Büyükşehir belediyesinin yetki alanındaki ana yolların bakım ve onarımı kanun gereği büyükşehir belediyelerinin görevi olduğundan bu yerlere konulan ilan ve reklamlardan ilgilinin herhangi bir hizmet talebi olmaksızın asma tahsis bakım ücreti alınabilmesi mümkün ise de, olayda, davalı idare tarafından ilçe ana arterlerindeki temizlik işlerinden ilçe belediyelerinin sorumlu olduğu davacı şirkete bildirildiğinden ve davacı şirkete reklam panosu bulundurması amacı ile yer tahsisi yapılmadığı, yer tahsisinin çöp toplama hizmeti nedeniyle konteynırlar için yapıldığı, ilan ve reklamların bulunduğu çöp konteynırlarının mülkiyetinin belediyeye değil davacıya ait olduğu ve konteynırlar ile reklamların temizlik ve bakımından davacı şirketin sorumlu olduğu görüldüğünden, söz konusu reklamlar için asma tahsis bakım hizmeti verilmeksizin ücret istenilmesinde yasaya uyarlık bulunmamaktadır.

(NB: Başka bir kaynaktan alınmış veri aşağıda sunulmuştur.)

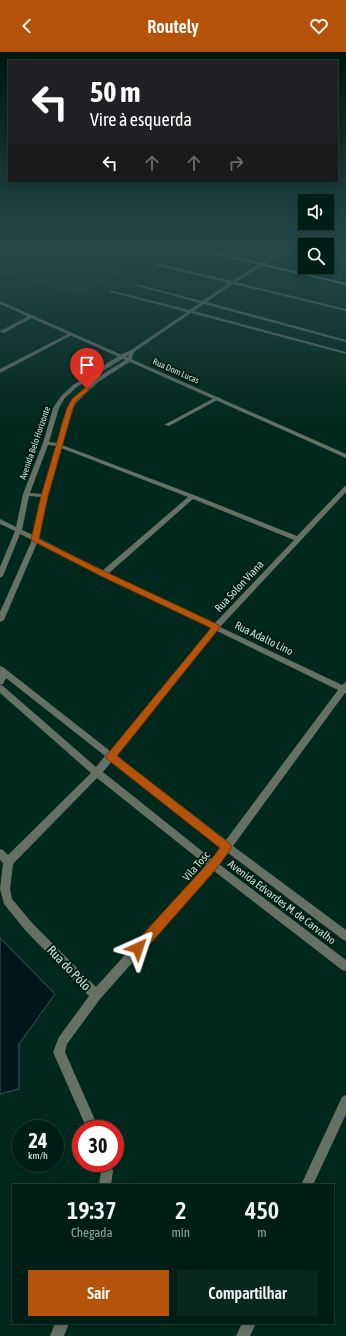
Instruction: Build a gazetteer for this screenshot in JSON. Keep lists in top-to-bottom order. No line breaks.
{"streets":{"street":["Rua Dom Lucas","Avenida Belo Horizonte","Rua Solon Viana","Rua Adalto Lino","Vila Tosc","Avenida Edvardes M. de Carvalho","Rua do Pólo"]},"crossings":[["Rua Dom Lucas","Avenida Belo Horizonte"],["Avenida Belo Horizonte","Rua Adalto Lino"],["Rua Solon Viana","Rua Adalto Lino"],["Rua Solon Viana","Avenida Edvardes M. de Carvalho"],["Rua Solon Viana","Rua do Pólo"],["Rua Adalto Lino","Vila Tosc"],["Vila Tosc","Avenida Edvardes M. de Carvalho"],["Vila Tosc","Rua do Pólo"]],"page":{"header":"Routely","turn":["50 m","Vire à esquerda"],"speed":"24 km/h","limit":"30","eta":["19:37","Chegada","2","min","450","m"],"buttons":["Sair","Compartilhar"]}}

Öte yandan Büyükşehir Belediyesinin ilan ve reklam asılacak yerleri ve bunların şekil ve ebadını belirlemeye yetkili olmaları ve bu yetkiler nedeniyle ilan ve reklamların asılmasına izin vermeleri belediyenin asma tahsis ve bakım hizmetinde bulunduğunu göstermeyeceğinden, bu yerlerde bulunan ilan ve reklamlar nedeniyle asma tahsis ve bakım ücreti istenebilmesi için belediyece tahsis edilmiş bir ilan panosu bulunması ya da asma ve bakım hizmeti yapılmış olması gerekmektedir.
Vergi ziyaı cezasına gelince;
213 sayılı Vergi Usul Kanununun 344.maddesinin 2. fıkrasının vergi ziyaı cezasının hesaplanmasında gecikme faizinin eklenmesine ilişkin kısmı Anayasa Mahkemesinin 20.10.2005 tarihli Resmi Gazetede yayımlanan 6.1.2005 tarih ve E:2001/3, K:2005/4 sayılı kararı ile iptal edilmiş olup, 8.4.2006 tarih ve 26133 sayılı Resmi Gazetede yayımlanarak yürürlüğe giren 5479 sayılı Kanunla da 213 sayılı Kanunun ilgili hükmünde söz konusu iptal kararına uygun düzenleme yapılmıştır.
Anayasa Mahkemesince verilen iptal kararı ve yapılan yasal düzenlemeler birlikte değerlendirildiğinde; cezanın ziyaa uğratılan verginin bir katı veya üç katı oranında uygulanması diğer bir deyişle ziyaa uğratılan vergi tutarına, üzerinden hesaplanan gecikme faizinin yarısının eklenmemesi suretiyle hesaplanması hukuka uygun olacağından, Mahkemece cezanın tamamının terkin edilmesinde yasal isabet bulunmamaktadır.
Açıklanan nedenlerle taraflar temyiz isteminin kısmen kabulüne, kısmen reddine, … Vergi Mahkemesinin … tarih ve E:…, K:… sayılı kararının dört aylık süreye ait vergiyi onayan hüküm fıkrasının onanmasına, geri kalan vergiye ilişkin hüküm fıkrası ile vergi ziyaı cezasına ve asma tahsis ücretine ilişkin hüküm fıkrasının bozulmasına, … YTL ilam harcının temyiz isteminde bulunan davacıdan alınmasına 29.5.2007 tarihinde oybirliği ile karar verildi.